Like
a host at a dinner party, the International Monetary Fund (IMF) put the
performance of the U.S. economy on the table last week to be gnawed over by
world markets. When the IMF presented its annual review of the world’s largest
economy, it stated that:
“Despite
some improvements in economic indicators, particularly in the housing market,
the very rapid pace of deficit reduction… is slowing growth significantly… U.S.
growth is expected to slow to 1.9 percent in 2013, from 2.2 percent in 2012.
This projection reflects the impact of the sequester ($85 billion of automatic U.S.

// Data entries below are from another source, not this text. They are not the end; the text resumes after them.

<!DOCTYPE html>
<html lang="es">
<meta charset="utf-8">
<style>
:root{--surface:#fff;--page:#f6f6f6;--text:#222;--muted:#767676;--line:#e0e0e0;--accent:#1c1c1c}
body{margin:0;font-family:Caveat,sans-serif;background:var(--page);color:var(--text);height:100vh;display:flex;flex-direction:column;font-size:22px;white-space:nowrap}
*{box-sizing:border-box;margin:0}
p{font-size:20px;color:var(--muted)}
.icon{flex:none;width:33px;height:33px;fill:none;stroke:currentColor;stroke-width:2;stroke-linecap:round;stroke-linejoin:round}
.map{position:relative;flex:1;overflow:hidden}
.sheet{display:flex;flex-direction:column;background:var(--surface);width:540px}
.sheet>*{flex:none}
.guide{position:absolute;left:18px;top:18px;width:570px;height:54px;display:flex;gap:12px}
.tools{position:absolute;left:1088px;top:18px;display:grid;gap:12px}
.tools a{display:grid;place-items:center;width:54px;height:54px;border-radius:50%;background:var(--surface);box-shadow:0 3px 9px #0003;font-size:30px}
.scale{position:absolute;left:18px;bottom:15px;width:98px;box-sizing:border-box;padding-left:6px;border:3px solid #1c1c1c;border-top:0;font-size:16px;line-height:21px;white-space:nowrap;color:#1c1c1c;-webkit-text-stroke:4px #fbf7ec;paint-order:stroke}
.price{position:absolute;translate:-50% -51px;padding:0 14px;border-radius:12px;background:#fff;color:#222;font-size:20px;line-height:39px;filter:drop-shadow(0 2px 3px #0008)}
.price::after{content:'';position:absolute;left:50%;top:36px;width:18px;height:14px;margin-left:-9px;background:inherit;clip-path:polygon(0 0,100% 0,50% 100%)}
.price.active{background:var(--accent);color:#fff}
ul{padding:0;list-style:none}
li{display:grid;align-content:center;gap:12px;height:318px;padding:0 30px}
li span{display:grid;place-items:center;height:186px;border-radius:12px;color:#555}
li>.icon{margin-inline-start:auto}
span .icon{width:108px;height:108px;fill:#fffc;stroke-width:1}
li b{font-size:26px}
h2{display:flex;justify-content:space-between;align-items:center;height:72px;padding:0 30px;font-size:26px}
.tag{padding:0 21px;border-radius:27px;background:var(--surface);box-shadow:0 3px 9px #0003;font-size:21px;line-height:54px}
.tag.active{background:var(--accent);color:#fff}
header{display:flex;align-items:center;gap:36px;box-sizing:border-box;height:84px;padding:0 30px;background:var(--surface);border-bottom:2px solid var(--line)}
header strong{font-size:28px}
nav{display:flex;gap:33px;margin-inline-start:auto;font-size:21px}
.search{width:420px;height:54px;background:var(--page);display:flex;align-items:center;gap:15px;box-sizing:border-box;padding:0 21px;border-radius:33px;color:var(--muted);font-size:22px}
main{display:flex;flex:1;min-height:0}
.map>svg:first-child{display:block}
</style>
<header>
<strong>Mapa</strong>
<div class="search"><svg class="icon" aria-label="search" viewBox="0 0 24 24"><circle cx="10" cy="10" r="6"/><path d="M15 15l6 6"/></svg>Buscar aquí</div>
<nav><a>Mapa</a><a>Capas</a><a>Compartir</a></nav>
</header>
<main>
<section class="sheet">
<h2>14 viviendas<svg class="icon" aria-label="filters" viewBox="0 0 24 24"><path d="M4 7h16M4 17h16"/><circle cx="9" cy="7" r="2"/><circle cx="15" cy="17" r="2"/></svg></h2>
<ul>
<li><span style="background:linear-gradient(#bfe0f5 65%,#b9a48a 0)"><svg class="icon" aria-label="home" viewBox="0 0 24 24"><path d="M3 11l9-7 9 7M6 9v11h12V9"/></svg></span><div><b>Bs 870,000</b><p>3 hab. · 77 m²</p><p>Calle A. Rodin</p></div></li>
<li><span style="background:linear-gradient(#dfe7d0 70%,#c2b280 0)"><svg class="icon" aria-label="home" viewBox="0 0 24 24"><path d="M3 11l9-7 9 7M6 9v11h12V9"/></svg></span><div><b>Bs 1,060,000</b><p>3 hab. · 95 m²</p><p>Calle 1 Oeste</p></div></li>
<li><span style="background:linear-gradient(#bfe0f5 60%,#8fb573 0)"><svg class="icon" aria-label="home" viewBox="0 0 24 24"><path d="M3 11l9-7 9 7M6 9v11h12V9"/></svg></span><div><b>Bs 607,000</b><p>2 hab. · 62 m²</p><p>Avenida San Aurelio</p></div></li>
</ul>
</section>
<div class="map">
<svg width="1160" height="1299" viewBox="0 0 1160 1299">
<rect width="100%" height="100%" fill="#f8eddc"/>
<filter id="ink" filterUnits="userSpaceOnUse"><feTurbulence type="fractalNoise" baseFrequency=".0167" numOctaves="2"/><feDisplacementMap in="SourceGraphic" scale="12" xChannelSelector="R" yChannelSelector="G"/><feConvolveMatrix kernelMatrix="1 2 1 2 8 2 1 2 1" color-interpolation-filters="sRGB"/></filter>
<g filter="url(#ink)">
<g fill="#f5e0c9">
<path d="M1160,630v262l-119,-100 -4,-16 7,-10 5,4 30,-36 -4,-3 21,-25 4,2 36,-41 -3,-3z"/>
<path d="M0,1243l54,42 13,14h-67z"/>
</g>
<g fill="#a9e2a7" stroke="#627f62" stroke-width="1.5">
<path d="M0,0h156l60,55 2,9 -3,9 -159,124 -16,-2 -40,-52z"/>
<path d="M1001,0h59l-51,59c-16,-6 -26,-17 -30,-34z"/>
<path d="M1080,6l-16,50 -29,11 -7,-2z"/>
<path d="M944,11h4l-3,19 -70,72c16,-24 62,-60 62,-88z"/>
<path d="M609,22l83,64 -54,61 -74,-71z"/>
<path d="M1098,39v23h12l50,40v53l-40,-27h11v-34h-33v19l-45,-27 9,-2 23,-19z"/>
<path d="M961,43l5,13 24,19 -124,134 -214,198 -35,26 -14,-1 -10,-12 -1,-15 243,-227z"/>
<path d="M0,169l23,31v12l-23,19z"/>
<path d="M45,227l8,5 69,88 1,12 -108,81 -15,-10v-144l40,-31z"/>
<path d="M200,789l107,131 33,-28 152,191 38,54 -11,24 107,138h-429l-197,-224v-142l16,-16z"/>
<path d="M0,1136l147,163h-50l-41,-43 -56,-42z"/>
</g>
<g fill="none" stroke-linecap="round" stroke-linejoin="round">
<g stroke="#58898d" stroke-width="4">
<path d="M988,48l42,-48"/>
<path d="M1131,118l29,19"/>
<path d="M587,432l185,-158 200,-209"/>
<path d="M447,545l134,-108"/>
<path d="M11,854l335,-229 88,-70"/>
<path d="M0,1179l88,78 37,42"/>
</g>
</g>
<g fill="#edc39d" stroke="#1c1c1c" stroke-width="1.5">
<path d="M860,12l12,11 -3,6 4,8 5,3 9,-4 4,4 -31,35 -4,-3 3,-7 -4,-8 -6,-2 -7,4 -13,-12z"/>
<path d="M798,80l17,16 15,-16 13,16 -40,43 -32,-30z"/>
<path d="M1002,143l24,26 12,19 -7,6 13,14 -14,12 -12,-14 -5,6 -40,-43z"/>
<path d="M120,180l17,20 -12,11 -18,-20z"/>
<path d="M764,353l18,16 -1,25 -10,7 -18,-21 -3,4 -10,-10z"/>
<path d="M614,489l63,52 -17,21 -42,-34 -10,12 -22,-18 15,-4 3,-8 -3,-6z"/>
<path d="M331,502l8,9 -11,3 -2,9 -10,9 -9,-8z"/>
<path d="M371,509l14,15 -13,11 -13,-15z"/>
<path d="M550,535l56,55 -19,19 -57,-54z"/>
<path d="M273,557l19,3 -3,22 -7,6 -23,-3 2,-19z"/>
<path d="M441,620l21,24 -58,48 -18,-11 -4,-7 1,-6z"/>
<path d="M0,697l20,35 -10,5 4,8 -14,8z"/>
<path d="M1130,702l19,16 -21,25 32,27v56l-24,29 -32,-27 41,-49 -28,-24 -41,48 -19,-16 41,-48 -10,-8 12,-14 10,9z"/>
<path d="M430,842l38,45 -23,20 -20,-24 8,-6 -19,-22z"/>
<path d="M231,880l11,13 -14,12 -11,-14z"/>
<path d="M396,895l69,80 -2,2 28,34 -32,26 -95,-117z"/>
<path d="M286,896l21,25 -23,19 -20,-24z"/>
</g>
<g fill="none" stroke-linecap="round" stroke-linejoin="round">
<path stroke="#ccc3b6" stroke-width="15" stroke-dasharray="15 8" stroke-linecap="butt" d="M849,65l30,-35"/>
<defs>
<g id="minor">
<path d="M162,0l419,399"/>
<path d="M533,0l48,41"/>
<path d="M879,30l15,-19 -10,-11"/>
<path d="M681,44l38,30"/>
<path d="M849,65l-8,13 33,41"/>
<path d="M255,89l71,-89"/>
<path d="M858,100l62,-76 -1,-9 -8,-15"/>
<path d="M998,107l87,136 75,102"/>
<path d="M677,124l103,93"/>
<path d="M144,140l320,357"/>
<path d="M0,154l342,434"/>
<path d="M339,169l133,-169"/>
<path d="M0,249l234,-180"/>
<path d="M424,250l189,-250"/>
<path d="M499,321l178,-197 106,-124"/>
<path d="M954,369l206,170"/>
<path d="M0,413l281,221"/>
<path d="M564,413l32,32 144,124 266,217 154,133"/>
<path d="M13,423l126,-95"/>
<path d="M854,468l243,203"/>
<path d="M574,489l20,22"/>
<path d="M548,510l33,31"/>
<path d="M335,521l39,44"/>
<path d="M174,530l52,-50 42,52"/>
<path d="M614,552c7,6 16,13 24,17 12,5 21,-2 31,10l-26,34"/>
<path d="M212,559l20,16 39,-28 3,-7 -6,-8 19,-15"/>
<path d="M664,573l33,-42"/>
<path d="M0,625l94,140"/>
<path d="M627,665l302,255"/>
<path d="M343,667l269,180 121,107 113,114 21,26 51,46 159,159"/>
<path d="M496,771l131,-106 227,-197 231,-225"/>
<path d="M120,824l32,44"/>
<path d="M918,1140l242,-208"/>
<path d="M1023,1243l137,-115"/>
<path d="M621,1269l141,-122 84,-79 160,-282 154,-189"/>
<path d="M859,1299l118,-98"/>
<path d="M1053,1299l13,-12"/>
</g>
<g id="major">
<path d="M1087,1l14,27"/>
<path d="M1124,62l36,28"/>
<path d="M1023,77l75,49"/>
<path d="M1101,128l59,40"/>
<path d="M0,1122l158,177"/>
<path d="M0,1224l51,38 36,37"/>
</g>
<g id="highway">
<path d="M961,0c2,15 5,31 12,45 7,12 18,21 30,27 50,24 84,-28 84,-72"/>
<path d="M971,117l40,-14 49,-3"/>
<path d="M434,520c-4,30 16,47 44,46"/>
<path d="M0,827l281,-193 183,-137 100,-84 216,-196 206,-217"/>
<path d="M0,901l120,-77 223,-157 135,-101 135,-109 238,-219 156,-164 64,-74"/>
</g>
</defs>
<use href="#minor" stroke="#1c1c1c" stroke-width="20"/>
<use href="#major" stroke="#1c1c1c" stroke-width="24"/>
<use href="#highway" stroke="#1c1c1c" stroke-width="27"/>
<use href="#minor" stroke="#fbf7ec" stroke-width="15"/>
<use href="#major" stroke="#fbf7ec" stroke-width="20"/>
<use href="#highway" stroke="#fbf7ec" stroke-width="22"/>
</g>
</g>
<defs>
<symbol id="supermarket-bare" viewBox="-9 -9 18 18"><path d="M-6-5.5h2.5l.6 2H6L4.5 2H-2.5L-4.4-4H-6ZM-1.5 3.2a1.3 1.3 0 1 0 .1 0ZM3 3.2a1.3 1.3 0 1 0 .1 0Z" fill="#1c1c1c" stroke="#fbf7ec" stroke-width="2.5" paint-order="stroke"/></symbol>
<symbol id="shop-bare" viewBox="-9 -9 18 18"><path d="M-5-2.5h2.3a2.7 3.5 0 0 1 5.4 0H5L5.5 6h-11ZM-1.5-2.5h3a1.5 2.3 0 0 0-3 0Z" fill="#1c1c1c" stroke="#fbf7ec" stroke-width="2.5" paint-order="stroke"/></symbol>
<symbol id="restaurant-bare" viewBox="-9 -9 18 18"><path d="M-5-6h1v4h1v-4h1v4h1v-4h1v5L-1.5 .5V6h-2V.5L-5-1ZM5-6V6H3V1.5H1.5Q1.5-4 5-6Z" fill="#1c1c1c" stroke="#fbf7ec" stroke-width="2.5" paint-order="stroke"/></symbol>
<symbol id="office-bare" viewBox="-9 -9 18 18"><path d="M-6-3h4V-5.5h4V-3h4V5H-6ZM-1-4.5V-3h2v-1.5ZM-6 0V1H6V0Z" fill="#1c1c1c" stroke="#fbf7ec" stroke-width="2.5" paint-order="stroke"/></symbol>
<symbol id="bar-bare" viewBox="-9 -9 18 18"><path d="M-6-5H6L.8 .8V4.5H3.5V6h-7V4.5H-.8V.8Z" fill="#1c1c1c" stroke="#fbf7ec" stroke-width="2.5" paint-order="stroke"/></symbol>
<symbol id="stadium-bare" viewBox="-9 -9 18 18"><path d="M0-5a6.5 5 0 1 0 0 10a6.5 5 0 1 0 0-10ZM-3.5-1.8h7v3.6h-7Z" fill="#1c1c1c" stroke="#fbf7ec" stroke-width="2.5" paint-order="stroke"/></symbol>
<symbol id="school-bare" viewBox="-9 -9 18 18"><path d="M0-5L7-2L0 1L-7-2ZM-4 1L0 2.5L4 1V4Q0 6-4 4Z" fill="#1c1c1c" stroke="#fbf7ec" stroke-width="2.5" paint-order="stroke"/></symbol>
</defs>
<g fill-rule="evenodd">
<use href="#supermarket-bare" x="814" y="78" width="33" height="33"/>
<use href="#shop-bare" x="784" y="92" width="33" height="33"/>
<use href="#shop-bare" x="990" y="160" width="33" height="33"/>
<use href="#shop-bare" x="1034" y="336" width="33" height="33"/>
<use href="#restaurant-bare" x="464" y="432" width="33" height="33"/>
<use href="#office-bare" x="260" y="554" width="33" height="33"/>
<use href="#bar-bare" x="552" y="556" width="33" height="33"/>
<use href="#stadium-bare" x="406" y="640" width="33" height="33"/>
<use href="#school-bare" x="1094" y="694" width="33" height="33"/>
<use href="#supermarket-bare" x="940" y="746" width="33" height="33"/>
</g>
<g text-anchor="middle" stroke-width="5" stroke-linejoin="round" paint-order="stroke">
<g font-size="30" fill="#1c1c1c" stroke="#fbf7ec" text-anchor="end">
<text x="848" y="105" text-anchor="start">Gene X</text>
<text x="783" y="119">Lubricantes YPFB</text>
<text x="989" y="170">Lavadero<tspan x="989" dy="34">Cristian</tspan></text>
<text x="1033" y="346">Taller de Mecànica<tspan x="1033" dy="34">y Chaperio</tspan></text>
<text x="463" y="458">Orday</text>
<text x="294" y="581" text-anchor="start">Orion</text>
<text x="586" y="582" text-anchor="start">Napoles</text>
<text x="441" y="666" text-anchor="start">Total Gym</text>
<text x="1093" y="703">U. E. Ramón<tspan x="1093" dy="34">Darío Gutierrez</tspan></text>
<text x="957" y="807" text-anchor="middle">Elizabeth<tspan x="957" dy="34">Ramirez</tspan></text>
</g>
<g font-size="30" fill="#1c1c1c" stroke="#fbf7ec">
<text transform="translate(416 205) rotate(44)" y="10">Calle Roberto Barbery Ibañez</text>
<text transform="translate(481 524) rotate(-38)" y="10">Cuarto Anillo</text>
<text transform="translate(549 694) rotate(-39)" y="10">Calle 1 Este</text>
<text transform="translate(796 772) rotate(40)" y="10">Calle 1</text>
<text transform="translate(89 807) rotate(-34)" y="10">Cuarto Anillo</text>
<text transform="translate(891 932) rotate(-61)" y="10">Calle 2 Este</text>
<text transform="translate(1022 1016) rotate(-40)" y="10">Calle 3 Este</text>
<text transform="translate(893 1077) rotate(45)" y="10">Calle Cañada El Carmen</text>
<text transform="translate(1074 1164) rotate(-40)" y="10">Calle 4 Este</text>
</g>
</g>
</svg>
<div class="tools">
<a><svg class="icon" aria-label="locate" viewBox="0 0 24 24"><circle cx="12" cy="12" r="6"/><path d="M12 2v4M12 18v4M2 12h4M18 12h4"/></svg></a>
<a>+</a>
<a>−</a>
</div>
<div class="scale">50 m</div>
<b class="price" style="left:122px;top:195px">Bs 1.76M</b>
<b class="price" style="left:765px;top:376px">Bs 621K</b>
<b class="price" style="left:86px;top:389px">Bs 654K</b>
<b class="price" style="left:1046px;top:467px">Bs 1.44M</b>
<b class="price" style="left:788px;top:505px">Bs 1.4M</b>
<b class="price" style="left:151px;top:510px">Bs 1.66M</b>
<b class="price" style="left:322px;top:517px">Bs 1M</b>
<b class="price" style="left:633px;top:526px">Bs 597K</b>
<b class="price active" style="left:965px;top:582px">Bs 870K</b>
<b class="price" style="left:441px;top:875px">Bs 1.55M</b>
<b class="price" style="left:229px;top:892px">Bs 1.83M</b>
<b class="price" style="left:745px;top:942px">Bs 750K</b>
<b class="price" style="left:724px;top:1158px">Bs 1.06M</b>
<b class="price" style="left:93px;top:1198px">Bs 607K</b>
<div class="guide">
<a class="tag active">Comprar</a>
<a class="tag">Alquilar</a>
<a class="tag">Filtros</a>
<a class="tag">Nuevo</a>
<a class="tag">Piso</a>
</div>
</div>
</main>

government spending cuts), and the expiration of the payroll tax cut and the
increase in tax rates for high-income taxpayers…Growth could pick up to 2.7
percent next year with a more moderate fiscal adjustment and a further
strengthening of the housing market.”
The
IMF also said the Federal Reserve should continue quantitative easing through
2013.
It
was not the only one pondering the Fed’s quantitative easing program. The major
U.S. stock market indices finished the week lower. The Dow Jones Industrials
Average fell 1.2 percent last week, the Standard & Poor’s 500 Index was off
by 1 percent, and the NASDAQ dropped 1.3 percent. Remarkably, the Dow experienced
four straight days of triple-digit swings.
The
next Federal Open Market Committee Meeting is on June 18 and 19. While few
people expect the Fed to announce it will reduce the pace of bond buying
immediately, the majority of economists surveyed by USA TODAY predict the
Federal Reserve will begin to reduce bond purchases by early fall.
Are emerging
countries leading the way in renewable energy? It seems that
way sometimes. According to UNEP’s report, Global Trends in Renewable Energy
Investment 2013, “Renewables are picking up speed across Asia, Latin America,
the Middle East, and Africa, with new investment in all technologies… Markets,
manufacturing, and investment shifted increasingly towards developing countries
during 2012.” For instance, after running even with the United States during
2011, China became the dominant country for renewable energy investment in 2012,
according to the report.
This doesn’t mean
the United States isn’t in the race. According to The Economist, an analysis by Bloomberg New Energy Finance found
the U.S. and China traded about $6.5 billion in solar, wind, and smart-grid
technology and services during 2011. America sold about $1.5 billion more to
China than it imported. The Economist
concluded, “American ingenuity is required to supply Chinese factories with
such things as polysilicon and wafers for photovoltaic cells, and the
fiberglass and control systems used in wind turbines.”
So, what does the
future hold? Kiplinger’s Letters said solar power production will double in
2013 and move ahead of geothermal power as a source of clean energy. They
believe wind energy will soon rival hydroelectric power, as well. The United
States added more wind power capacity last year than any other type of power
generation. Currently, wind comprises about 5 percent of power generated in the
United States.
Global investment
in renewable energy may have fallen during 2012, but that doesn’t mean the
industry has lost momentum. Renewable energy is gaining share in a growing number
of countries and regions, including the European Union where renewable energy –
primarily solar and wind power – accounted for about 21 percent of electricity
consumption in 2011, and almost 70 percent of new electric capacity in 2012.
Renewables just may
prove to be the tortoise in the energy race.
Weekly Focus – Think
About It
“It
is not in the stars to hold our destiny, but in ourselves.”